A ação civil pública, como todos sabem, é uma ação coletiva que condenou o Estado de São Paulo a prestar atendimento adequado para as pessoas com transtorno do espectro do autismo nas áreas da saúde, educação e assistência.

E como é executada esta sentença que condenou o Estado?

De 2 formas: coletiva e individual.

De forma coletiva, é acompanhada a política pública do Estado de São Paulo como um todo, ou seja, o serviço prestado para as pessoas com transtorno do espectro do autismo nas escolas públicas estaduais e nas unidades terapêuticas do Estado, bem como nas entidades e escolas conveniadas e credenciadas com o Estado.

No que se refere a esta parte coletiva, de acordo com a nova decisão da Juíza, o Estado deverá em 12 meses demonstrar os avanços na sua política pública nos termos da Lei 12.764/12 e também do Decreto 8.368/14, devendo ainda fiscalizar os serviços prestados por suas unidades próprias e conveniadas.

Agora, de forma individual, a execução extrajudicial se inicia com os pedidos de atendimento adequado para crianças, adolescentes e adultos dirigidos diretamente às Secretarias da Saúde e da Educação do Estado, que tem 30 dias para analisar esta solicitação.Para mais informações de como é feito este pedido, consulte Serviços Públicos do Estado de São Paulo para pessoas com TEA

A execução judicial individual, por meio de um advogado particular ou pela Defensoria Pública do Estado, só é cabível se não houver resposta ao pedido pelo Estado de São Paulo, por meio de suas Secretarias da Saúde ou da Educação, ou ainda quando o pedido feito é negado e há discordância sobre esta negativa.

E aqui, pela nova decisão, foram definidas as fases desta execução judicial , que, de certa forma, já vinham ocorrendo na prática:

“1) uma vez formulado o pedido de execução, a Administração será intimada para, extrajudicialmente, e em prazo não superior a 60 dias, realizar laudo do autista por uma equipe interdisciplinar, suspendendo-se a execução;

2) após, no prazo de 10 dias, a Administração irá propor um perfil de atendimento ao autista, de acordo com o seu caso específico; se o laudo indicar a necessidade de prestação do serviço municipal, o ente público municipal será intimado,também, para se manifestar e compor a oferta de atendimento junto com o Estado, de acordo com os recursos disponíveis na rede; caso haja aceitação, a oferta será homologada,extinguindo-se a execução.

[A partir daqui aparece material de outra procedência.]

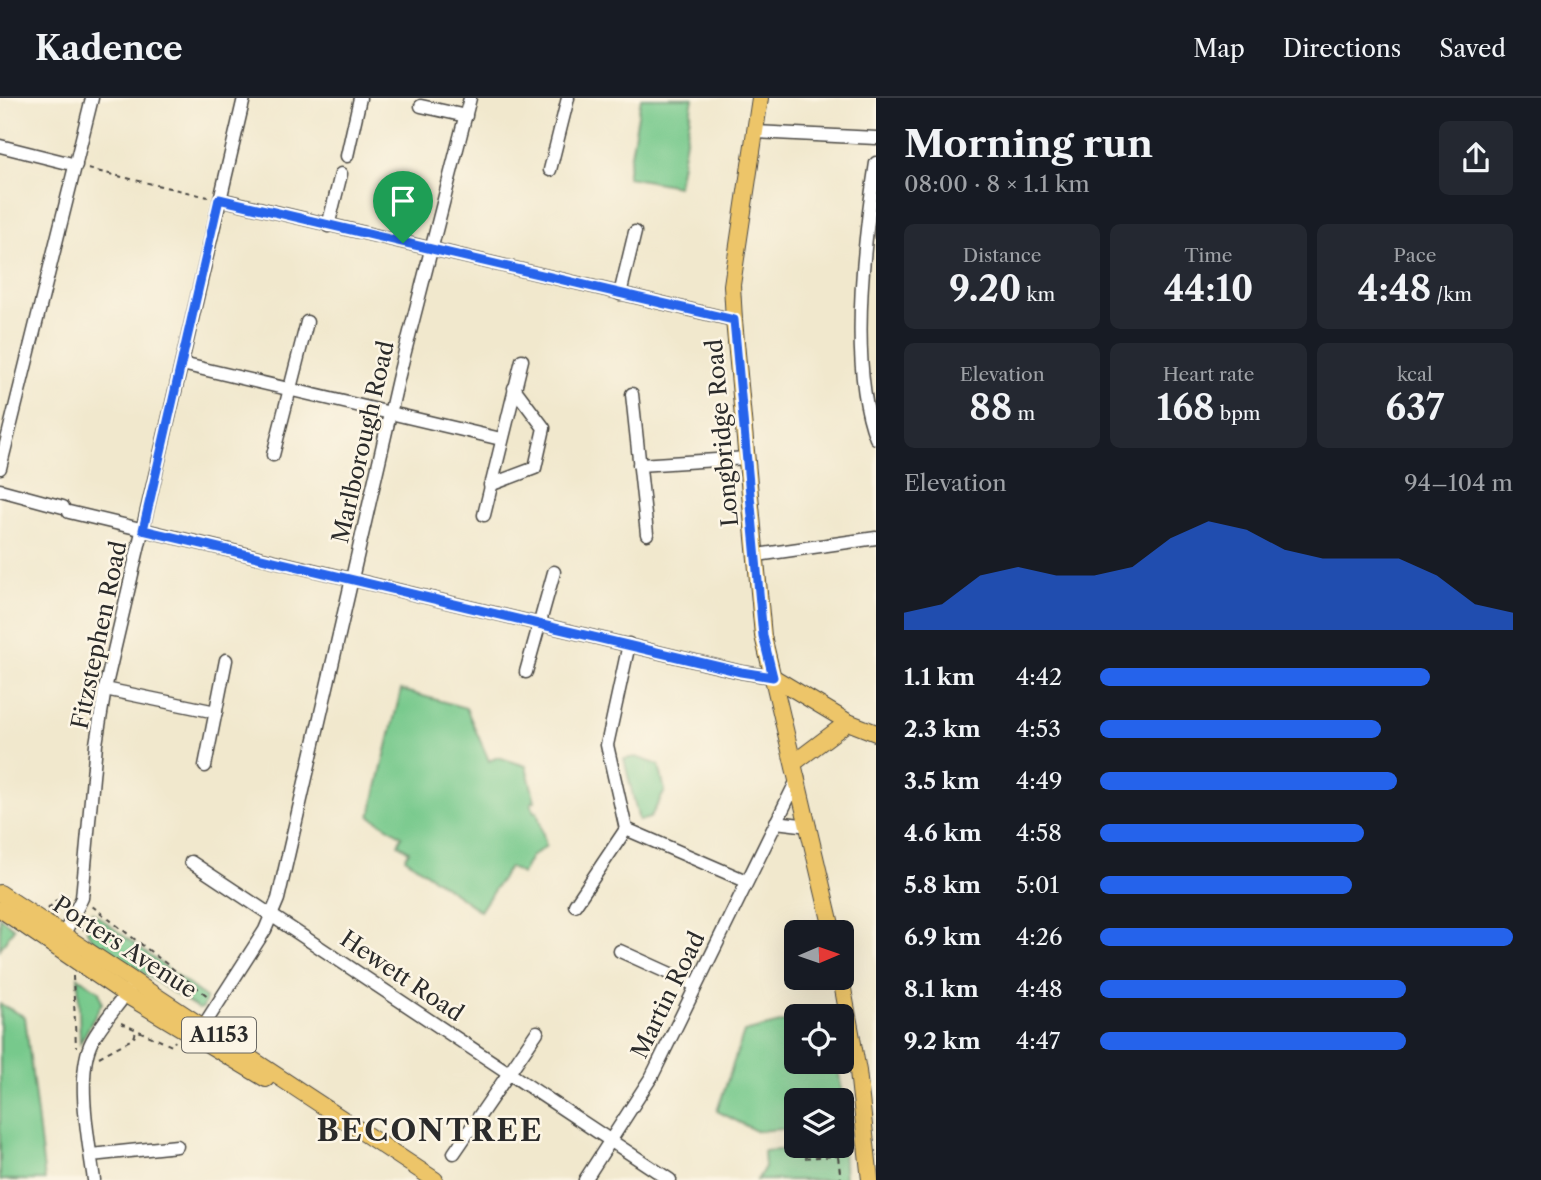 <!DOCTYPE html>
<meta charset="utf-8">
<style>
body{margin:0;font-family:"Libre Caslon Text",serif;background:#242831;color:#f1f3f6;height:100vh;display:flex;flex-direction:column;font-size:26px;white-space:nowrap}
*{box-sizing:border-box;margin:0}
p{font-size:23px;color:#9ea1a6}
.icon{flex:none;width:38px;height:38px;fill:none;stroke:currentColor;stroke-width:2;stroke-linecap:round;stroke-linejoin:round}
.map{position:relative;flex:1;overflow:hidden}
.side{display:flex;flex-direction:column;background:#171b24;width:665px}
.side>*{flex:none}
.needle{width:46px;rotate:88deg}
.tools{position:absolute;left:784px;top:822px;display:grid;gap:14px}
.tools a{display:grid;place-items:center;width:70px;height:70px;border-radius:10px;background:#171b24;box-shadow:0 7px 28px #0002;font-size:35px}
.pin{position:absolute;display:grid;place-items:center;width:60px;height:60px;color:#fff;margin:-72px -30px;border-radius:50% 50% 50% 0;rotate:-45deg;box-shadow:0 0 7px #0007}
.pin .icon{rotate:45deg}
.round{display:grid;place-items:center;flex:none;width:74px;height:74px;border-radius:10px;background:#242831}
.head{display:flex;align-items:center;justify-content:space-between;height:119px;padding:0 28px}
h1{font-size:38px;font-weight:800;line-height:52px}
.figures{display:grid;grid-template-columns:repeat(3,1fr);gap:10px;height:119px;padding:7px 28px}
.figures div{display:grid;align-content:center;border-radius:10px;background:#242831;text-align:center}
.figures b{font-size:35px;font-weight:800}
.figures small{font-size:19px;font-weight:400}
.figures p{font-size:19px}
.chart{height:196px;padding:14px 28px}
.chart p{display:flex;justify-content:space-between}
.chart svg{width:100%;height:126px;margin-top:7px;fill:#2563eb;opacity:.7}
ul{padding:0 28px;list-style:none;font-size:23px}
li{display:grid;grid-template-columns:112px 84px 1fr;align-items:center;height:52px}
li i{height:18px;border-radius:9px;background:#2563eb}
header{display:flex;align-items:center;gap:42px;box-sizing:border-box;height:98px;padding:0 35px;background:#171b24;border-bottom:2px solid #363941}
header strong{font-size:33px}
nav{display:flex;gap:38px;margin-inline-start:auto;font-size:24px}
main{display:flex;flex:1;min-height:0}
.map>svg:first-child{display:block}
</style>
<header>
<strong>Kadence</strong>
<nav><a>Map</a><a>Directions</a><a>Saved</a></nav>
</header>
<main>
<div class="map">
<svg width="876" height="1082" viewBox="0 0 876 1082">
<rect width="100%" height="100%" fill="#fcf5e5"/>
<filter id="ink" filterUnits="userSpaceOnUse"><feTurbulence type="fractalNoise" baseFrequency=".0143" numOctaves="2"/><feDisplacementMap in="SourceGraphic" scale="14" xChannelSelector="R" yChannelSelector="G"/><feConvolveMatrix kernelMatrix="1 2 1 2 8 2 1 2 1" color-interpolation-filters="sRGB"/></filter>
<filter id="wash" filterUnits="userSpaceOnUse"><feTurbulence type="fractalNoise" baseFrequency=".00686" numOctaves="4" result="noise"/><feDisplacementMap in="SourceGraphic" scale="28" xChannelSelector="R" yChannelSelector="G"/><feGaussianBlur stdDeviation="1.57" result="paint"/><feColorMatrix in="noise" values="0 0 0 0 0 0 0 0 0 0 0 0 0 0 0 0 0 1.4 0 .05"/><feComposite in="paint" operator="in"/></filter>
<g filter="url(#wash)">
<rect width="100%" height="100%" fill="#f1e8cd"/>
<g fill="#77c98c" stroke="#517a5c" stroke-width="2">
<polygon points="641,0 693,0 678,88 627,79"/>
<polygon points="401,592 466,610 489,663 498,659 526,668 535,703 531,705 534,714 537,713 546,748 531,759 522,776 509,769 480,813 405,760 409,753 398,746 402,738 370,718"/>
<polygon points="636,659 659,667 665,693 650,720 639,723 624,661"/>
<polygon points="92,814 206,900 203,910 199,911 93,843 87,833"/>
<polygon points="0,819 14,830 0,851"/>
<polygon points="78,879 99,893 102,905 80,945"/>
<polygon points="0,906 25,919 45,1082 0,1082"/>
<polygon points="796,921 796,964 837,964 847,1026 842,1026 842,1003 796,1003 796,1030 756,1033 717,1013 744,934"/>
<polygon points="793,1051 799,1054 843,1051 845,1082 757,1082 765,1069 764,1053"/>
</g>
</g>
<g filter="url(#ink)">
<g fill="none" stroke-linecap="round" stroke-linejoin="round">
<defs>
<g id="minor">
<polyline points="421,8 466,18"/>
<polyline points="755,34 876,40"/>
<polyline points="0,48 76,67"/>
<polyline points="347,58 360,0"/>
<path d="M876 65C864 141 848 268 876 340"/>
<polyline points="550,72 568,0"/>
<polyline points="220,101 734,222"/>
<polyline points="328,128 341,76"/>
<polyline points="620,196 635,134"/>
<polyline points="182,266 501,341"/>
<polyline points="632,296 647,436"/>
<polyline points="273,357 307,224"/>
<polyline points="639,367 747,360"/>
<polyline points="0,370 92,0"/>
<polyline points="490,387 535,370 544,330 514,290"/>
<polyline points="0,392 63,409"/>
<polyline points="69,414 741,574 773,579"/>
<polyline points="484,417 522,262"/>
<polyline points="757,457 876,440"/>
<polyline points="629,546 607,647 626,731 746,783"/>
<polyline points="526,574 554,474"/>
<polyline points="105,591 216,614"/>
<polyline points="205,668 226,562"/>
<polyline points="776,724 809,728"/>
<polyline points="191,764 670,1082"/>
<polyline points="575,807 626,731"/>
<polyline points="60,844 82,800 96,646 105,591 244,0"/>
<polyline points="620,853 695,887"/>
<polyline points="204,927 265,832 278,801 399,277 470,0"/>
<polyline points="454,1055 537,934"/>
<polyline points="91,1057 177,1048"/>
<path d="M94 1082C89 1046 75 975 92 943 102 924 118 908 130 890"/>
<polyline points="585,1082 652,978 798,680"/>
</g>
<g id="major">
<polyline points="760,0 732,187 734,222 763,538 833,835"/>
<polyline points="773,579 848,624 876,635"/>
<polyline points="795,664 848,624"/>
<polyline points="0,795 435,1082"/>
<polyline points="0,811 126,897 266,981"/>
<polyline points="841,880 858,973 870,1082"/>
</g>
</defs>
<use href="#minor" stroke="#494743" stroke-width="15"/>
<use href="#major" stroke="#494743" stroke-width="18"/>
<g stroke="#494743" stroke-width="2" stroke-dasharray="5 5" stroke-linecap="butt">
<polyline points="88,71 208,99"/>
<polyline points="92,808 209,899"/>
<polyline points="48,811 55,803 69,798"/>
<polyline points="81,830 84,832"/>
<polyline points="73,878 76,949"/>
<polyline points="121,925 172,948 175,943"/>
<polyline points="99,959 134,940 136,933"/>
<polyline points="801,1053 802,1060 838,1058 838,1050"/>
<polyline points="838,1059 841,1082"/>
</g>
<use href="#minor" stroke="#fff" stroke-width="12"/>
<use href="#major" stroke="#edc569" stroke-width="16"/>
</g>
</g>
<g fill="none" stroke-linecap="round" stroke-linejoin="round" filter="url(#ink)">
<defs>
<polygon id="route" points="219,101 734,222 763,538 773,579 741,574 143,432"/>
</defs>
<use href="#route" stroke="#fff" stroke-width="14"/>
<use href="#route" stroke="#2563eb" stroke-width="9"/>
</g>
<g text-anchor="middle" stroke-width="5" stroke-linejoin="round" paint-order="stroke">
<rect fill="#fcf5e5" stroke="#6a6863" stroke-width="2" x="182" y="919.5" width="74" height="35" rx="5"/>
<g font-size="21" font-weight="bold" fill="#2b2b2b">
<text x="219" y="944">A1153</text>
</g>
<g font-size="23" fill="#2b2b2b" stroke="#fcf5e5">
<text transform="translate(722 335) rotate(-95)" y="8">Longbridge Road</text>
<text transform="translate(363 344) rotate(-77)" y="8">Marlborough Road</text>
<text transform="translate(99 537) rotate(-78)" y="8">Fitzstephen Road</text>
<text transform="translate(125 849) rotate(33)" y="8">Porters Avenue</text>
<text transform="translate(402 878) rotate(34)" y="8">Hewett Road</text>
<text transform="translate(668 897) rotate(-64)" y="8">Martin Road</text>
</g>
<g font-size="30" font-weight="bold" letter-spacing="2" fill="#2b2b2b" stroke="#fcf5e5">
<text x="430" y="1043">BECONTREE</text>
</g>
</g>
</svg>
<div class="tools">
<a><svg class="needle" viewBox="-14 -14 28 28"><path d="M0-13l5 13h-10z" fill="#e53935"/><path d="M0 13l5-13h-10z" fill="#9ea1a6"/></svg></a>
<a><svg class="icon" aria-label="locate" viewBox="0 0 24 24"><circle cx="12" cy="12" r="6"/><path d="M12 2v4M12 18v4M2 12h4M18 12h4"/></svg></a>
<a><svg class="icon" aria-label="layers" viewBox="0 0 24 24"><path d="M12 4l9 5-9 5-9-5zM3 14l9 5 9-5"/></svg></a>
</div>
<div class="pin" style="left:403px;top:145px;background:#1e9e55"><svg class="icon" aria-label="arrive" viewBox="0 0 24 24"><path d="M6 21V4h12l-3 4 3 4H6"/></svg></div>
</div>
<section class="side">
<div class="head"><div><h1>Morning run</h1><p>08:00 · 8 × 1.1 km</p></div><a class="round"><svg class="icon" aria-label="share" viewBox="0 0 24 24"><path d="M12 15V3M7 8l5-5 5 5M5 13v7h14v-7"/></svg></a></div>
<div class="figures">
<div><p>Distance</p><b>9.20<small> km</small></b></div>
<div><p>Time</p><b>44:10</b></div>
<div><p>Pace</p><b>4:48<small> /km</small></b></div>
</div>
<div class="figures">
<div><p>Elevation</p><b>88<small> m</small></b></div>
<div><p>Heart rate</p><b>168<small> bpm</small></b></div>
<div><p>kcal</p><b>637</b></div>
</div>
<div class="chart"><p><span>Elevation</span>94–104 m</p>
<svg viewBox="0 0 160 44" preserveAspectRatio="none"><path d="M0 44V38L10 35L20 25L30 22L40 25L50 25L60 22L70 12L80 6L90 9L100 16L110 19L120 19L130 19L140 25L150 35L160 38V44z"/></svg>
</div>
<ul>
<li><b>1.1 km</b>4:42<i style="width:80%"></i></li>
<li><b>2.3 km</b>4:53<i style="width:68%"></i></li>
<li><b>3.5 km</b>4:49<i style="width:72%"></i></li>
<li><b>4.6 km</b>4:58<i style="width:64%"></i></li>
<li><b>5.8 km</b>5:01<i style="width:61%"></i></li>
<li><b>6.9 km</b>4:26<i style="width:100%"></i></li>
<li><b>8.1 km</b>4:48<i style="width:74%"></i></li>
<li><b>9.2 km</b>4:47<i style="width:74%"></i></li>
</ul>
</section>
</main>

3) em caso de rejeição da oferta de atendimento, o autista ou seu responsável se manifestará, no prazo de 10 dias. Após, a FESP (Fazenda Pública do Estado de São Paulo) será intimada para impugnação da obrigação de fazer, prosseguindo-se judicialmente com a execução.”

 

Ano novo e a velha ação civil pública de autismo

Faz muito tempo que não escrevo, mas resolvi voltar a escrever e trazer informações que venho reunindo nos últimos tempos.

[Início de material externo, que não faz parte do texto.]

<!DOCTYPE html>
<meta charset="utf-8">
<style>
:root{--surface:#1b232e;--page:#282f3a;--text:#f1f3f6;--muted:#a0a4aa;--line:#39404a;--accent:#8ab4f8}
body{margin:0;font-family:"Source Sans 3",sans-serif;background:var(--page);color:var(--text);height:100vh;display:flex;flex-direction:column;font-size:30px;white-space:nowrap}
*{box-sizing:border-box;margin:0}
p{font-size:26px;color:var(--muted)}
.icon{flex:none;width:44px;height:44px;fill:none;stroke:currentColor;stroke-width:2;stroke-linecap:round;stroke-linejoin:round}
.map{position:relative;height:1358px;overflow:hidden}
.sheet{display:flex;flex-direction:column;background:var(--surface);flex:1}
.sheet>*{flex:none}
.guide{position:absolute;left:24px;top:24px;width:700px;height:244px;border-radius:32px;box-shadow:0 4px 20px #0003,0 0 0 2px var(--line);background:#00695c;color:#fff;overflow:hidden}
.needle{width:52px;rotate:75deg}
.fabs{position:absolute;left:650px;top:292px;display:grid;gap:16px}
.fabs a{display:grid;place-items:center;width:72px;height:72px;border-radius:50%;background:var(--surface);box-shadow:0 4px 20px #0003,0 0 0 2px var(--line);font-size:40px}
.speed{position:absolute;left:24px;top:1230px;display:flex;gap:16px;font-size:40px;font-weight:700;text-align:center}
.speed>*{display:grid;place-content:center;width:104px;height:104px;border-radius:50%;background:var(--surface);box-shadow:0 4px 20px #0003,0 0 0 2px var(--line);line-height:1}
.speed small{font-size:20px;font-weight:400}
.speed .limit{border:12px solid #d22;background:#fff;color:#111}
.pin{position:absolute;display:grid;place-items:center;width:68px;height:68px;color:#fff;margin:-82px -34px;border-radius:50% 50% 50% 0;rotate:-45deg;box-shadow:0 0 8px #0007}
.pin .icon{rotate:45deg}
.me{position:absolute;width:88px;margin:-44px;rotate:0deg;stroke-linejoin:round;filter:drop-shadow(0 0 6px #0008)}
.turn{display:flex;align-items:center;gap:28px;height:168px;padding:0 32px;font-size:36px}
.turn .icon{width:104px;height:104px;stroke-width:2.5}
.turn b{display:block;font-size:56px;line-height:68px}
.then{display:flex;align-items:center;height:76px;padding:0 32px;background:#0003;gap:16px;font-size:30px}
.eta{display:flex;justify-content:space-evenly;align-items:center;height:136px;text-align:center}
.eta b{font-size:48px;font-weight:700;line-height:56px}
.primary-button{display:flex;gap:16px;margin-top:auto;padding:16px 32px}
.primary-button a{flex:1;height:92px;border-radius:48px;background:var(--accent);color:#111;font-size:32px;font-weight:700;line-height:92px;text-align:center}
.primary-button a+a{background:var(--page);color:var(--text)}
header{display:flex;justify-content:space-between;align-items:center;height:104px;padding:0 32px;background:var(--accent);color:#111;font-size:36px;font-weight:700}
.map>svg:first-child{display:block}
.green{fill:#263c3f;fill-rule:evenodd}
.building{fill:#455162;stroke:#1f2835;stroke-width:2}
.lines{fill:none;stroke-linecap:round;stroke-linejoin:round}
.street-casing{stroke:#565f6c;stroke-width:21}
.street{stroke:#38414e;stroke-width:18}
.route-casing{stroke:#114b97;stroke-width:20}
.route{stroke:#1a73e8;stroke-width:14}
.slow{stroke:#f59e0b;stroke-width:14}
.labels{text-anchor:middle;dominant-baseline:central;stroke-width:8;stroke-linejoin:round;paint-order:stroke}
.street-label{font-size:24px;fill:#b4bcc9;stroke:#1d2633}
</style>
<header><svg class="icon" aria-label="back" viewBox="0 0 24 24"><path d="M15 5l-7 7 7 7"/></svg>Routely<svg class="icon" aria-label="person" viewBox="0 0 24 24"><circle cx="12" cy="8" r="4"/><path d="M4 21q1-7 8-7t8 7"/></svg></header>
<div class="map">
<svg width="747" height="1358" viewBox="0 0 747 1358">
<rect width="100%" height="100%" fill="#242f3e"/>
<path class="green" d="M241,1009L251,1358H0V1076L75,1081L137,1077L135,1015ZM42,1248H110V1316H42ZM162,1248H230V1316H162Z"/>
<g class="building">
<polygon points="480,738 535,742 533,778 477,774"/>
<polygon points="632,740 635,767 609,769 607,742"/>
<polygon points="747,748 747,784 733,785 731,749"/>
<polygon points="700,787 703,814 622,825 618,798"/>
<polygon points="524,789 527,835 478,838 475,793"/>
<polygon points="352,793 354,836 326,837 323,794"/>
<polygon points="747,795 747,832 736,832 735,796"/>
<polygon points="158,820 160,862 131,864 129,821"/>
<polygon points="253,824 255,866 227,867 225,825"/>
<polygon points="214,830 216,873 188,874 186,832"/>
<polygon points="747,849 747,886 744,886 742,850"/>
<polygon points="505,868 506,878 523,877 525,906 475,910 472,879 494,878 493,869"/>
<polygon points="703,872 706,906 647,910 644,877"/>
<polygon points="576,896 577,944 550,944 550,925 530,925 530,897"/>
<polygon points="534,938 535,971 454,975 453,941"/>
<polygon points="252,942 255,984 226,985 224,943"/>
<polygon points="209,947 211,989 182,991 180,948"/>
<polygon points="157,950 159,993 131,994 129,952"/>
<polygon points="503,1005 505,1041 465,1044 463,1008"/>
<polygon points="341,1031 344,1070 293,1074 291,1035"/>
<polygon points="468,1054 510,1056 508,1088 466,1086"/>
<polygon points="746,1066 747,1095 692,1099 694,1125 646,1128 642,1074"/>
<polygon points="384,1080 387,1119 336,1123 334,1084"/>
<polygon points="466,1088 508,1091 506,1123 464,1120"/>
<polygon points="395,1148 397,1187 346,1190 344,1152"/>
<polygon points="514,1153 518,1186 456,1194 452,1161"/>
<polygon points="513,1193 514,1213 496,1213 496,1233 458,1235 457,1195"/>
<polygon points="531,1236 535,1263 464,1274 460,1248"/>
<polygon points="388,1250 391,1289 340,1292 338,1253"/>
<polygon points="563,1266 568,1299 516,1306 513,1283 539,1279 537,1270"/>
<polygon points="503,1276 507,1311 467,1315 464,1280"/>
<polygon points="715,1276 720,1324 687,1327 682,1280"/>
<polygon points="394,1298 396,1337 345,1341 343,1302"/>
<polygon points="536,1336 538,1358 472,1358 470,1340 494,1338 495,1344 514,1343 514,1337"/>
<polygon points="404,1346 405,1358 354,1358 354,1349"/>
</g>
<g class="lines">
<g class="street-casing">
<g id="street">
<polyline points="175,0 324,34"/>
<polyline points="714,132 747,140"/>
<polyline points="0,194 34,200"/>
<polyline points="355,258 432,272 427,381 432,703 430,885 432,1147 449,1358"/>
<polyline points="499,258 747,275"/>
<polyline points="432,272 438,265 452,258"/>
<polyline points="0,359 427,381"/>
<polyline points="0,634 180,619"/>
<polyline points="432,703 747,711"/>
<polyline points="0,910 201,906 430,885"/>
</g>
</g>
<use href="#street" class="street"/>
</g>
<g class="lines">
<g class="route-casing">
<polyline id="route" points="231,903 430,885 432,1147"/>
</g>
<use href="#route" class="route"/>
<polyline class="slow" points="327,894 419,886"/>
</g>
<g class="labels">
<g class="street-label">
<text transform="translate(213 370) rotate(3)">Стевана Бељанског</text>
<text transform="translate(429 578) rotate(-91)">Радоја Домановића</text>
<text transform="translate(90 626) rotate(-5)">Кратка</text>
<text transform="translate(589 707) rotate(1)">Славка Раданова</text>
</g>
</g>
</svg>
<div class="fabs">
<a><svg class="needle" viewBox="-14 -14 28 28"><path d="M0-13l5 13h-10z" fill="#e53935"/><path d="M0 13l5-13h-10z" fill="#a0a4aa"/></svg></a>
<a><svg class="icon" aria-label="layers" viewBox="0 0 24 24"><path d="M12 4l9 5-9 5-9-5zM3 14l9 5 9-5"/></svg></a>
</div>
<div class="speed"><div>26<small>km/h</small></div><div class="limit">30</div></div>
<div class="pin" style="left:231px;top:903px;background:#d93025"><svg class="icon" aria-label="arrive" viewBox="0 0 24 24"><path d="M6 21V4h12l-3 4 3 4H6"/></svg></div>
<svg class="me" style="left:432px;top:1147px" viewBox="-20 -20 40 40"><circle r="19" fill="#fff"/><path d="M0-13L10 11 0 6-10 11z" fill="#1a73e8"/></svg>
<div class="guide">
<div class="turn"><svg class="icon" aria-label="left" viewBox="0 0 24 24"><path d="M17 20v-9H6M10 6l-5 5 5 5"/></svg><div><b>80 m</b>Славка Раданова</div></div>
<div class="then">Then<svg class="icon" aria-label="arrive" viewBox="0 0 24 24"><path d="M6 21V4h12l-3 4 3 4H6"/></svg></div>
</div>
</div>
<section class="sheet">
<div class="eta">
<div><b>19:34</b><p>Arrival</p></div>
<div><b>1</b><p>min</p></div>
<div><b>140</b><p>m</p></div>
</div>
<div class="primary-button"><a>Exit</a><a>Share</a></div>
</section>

É verdade que minha vida é bastante corrida, mas quero retomar as postagens com uma certa frequência pois há muito para compartilhar sobre diversos temas relevantes.

Um dos temas sobre os quais mais escrevi foi sobre a tão discutida ação civil pública (0027139-65.2000.8.26.0053) que condenou o Estado de São Paulo a prestar atendimento adequado as pessoas com transtorno do espectro do autismo nas áreas da saúde, educação e assistência.

E venho para dar uma notícia boa: a execução da ação não foi extinta. Houve algumas mudanças, mas ela continua podendo ser executada em caso de descumprimento da decisão. Para ler a íntegra da decisão da Juíza da 6.ª Vara da Fazenda Pública publicada no ano passado clique aqui.

A decisão considera algo que a Defensoria Pública sustentou durante a audiência pública, ou seja, de que a política pública não se encontra implementada e reproduzo esta parte:

“(…) Resta saber se, diante da existência da Lei Federal 12.764/12 e do Decreto8.368/14, esta ação ainda é necessária.

Acredito que sim, motivo pelo qual afasto o pedido de extinção. A política pública desejada pela lei ainda não se encontra implementada. Há diversos autistas que ainda demandam de intervenção judicial para obter um atendimento mínimo por parte do Estado. Há muito que caminhar para se fornecer um tratamento adequado.

Caso extinta a ação, o direito não faleceria, mas seriam necessárias demandas individuais, analisadas sob o prisma do direito individual e, portanto, sem comprometimento de alinhamento dos pedidos formulados com a política pública em fase de implantação, que é o desejável, no que pertine à intervenção judicial, sob pena de comprometimento da própria política pública que se almeja implantar. Com estes fundamentos, rejeito o pedido de extinção.”

No próximo post ainda voltarei a falar um pouco mais sobre esta questão e as mudanças ocorridas na forma de execução.

 

O acompanhante especializado na escola para a pessoa com TEA

Muitas pessoas me perguntam se as escolas regulares, públicas e privadas, são obrigadas a fornecer acompanhante especializado para pessoas com transtorno do espectro do autismo (TEA). E se as escolas, especialmente privadas, podem cobrar mais por este acompanhante especializado.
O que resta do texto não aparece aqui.